Search the entries below for "restaurant", and copy each line where it appears.

▸ **Supplied records**
§ §

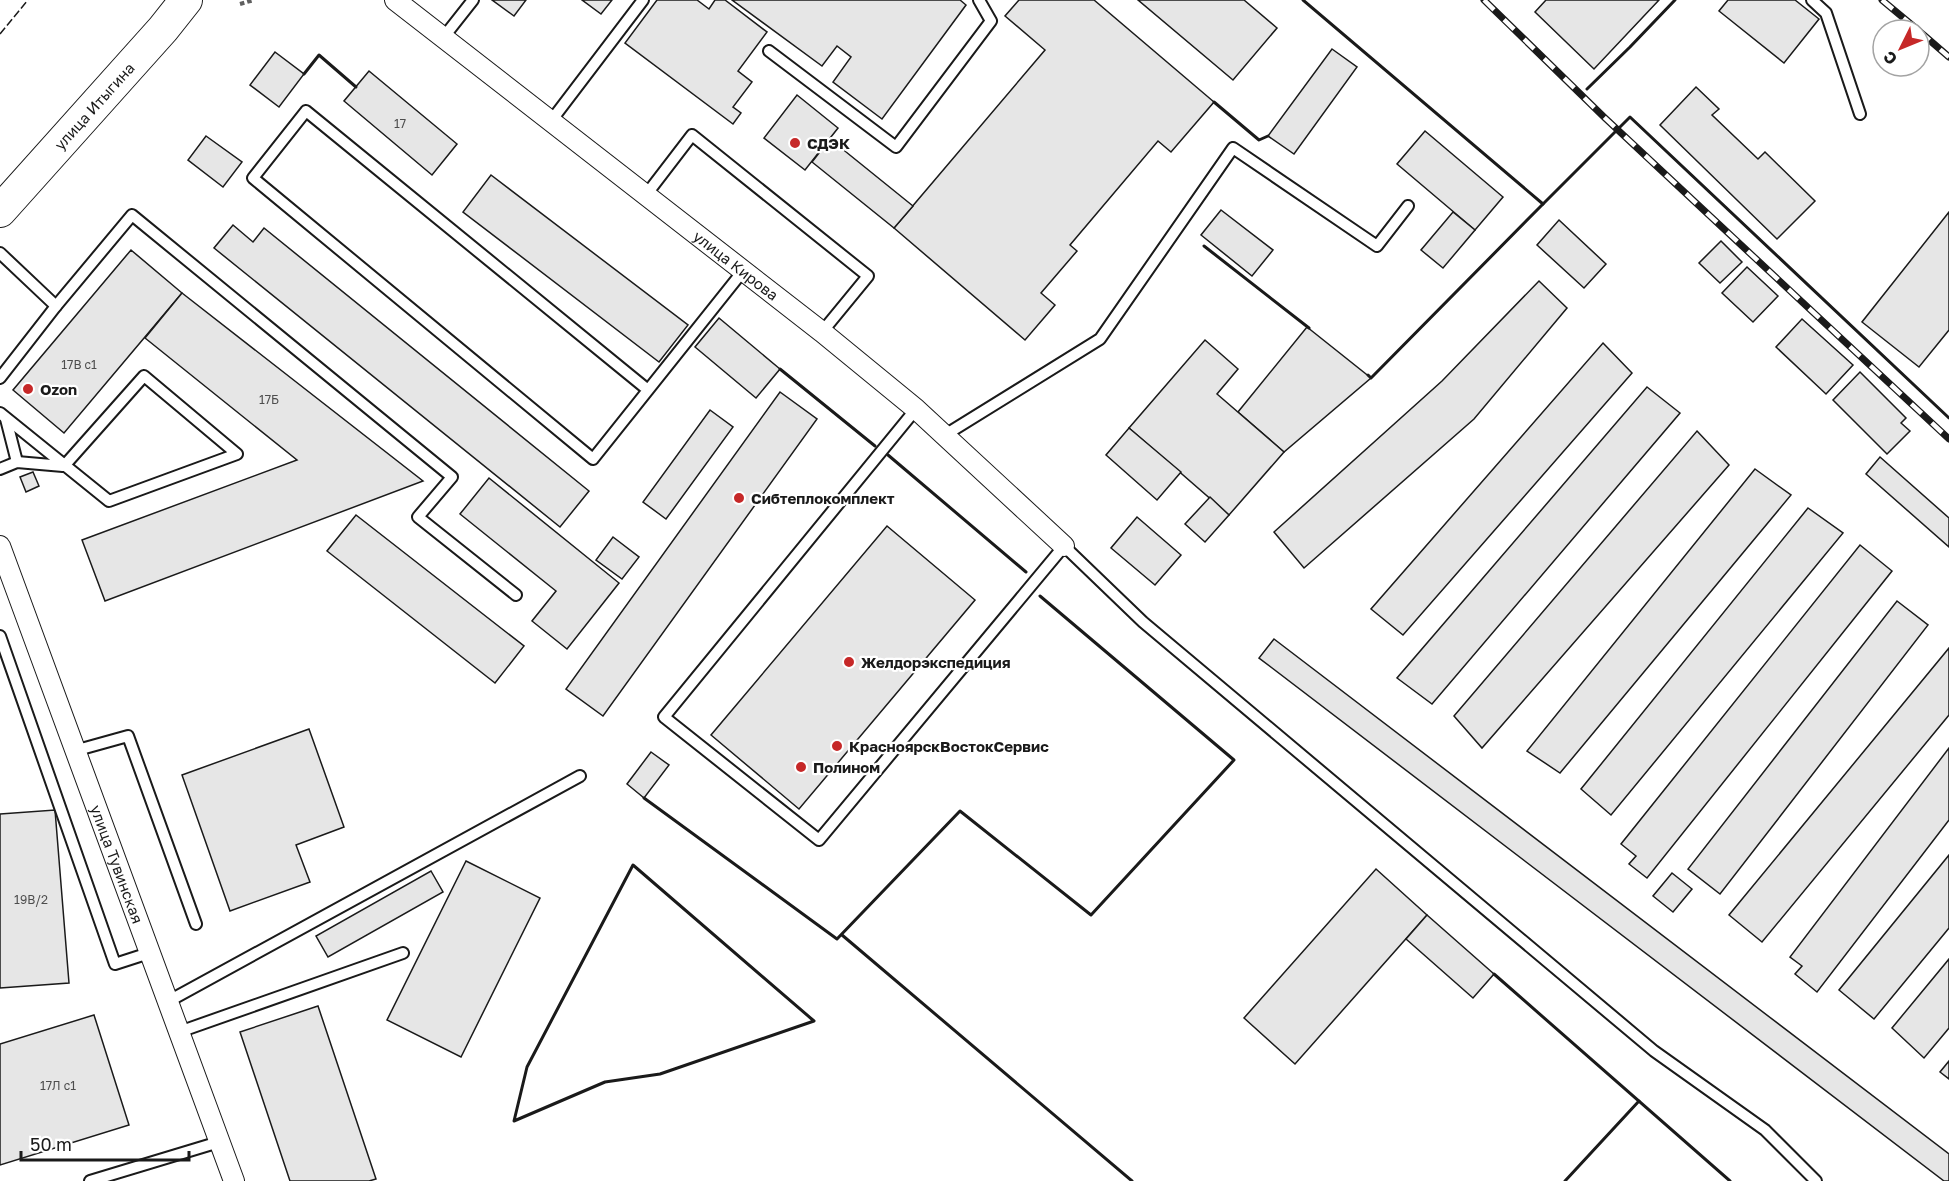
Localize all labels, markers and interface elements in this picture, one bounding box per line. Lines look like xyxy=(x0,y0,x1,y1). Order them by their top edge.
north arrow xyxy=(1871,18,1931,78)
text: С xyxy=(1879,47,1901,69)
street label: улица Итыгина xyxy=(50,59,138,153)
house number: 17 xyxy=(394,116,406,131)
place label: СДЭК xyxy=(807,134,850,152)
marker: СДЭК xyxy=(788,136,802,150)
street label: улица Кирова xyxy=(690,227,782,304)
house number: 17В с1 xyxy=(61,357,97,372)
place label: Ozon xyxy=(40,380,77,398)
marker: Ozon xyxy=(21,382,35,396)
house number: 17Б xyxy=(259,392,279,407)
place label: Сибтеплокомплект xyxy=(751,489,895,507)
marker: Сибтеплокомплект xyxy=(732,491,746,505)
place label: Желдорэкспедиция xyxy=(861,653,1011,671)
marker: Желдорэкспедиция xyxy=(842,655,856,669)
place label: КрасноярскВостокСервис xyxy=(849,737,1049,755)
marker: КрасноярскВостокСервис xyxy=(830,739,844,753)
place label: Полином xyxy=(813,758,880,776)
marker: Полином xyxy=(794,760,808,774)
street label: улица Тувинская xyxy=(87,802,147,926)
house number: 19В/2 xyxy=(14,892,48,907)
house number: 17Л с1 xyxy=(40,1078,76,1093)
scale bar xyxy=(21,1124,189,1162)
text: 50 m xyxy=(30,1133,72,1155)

§ §

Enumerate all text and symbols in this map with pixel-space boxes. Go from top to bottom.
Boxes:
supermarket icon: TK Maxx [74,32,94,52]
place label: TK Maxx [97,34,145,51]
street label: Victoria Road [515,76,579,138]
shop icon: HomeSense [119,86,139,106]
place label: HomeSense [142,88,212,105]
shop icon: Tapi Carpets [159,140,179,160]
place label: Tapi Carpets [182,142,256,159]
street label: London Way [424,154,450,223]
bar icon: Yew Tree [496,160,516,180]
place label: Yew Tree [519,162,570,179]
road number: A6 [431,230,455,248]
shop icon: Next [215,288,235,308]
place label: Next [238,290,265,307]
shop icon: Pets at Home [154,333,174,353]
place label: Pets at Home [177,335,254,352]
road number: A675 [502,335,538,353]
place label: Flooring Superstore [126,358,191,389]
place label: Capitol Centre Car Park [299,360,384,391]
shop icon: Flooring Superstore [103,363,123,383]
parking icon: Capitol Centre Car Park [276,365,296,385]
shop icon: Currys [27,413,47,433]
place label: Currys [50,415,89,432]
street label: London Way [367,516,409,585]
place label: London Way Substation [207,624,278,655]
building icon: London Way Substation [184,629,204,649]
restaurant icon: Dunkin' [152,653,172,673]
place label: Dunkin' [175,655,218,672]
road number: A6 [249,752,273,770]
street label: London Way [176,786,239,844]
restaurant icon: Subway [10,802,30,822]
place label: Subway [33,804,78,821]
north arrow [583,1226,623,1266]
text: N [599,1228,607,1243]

§ §

▸ **Response area**
restaurant icon: Dunkin' [152,653,172,673]
restaurant icon: Subway [10,802,30,822]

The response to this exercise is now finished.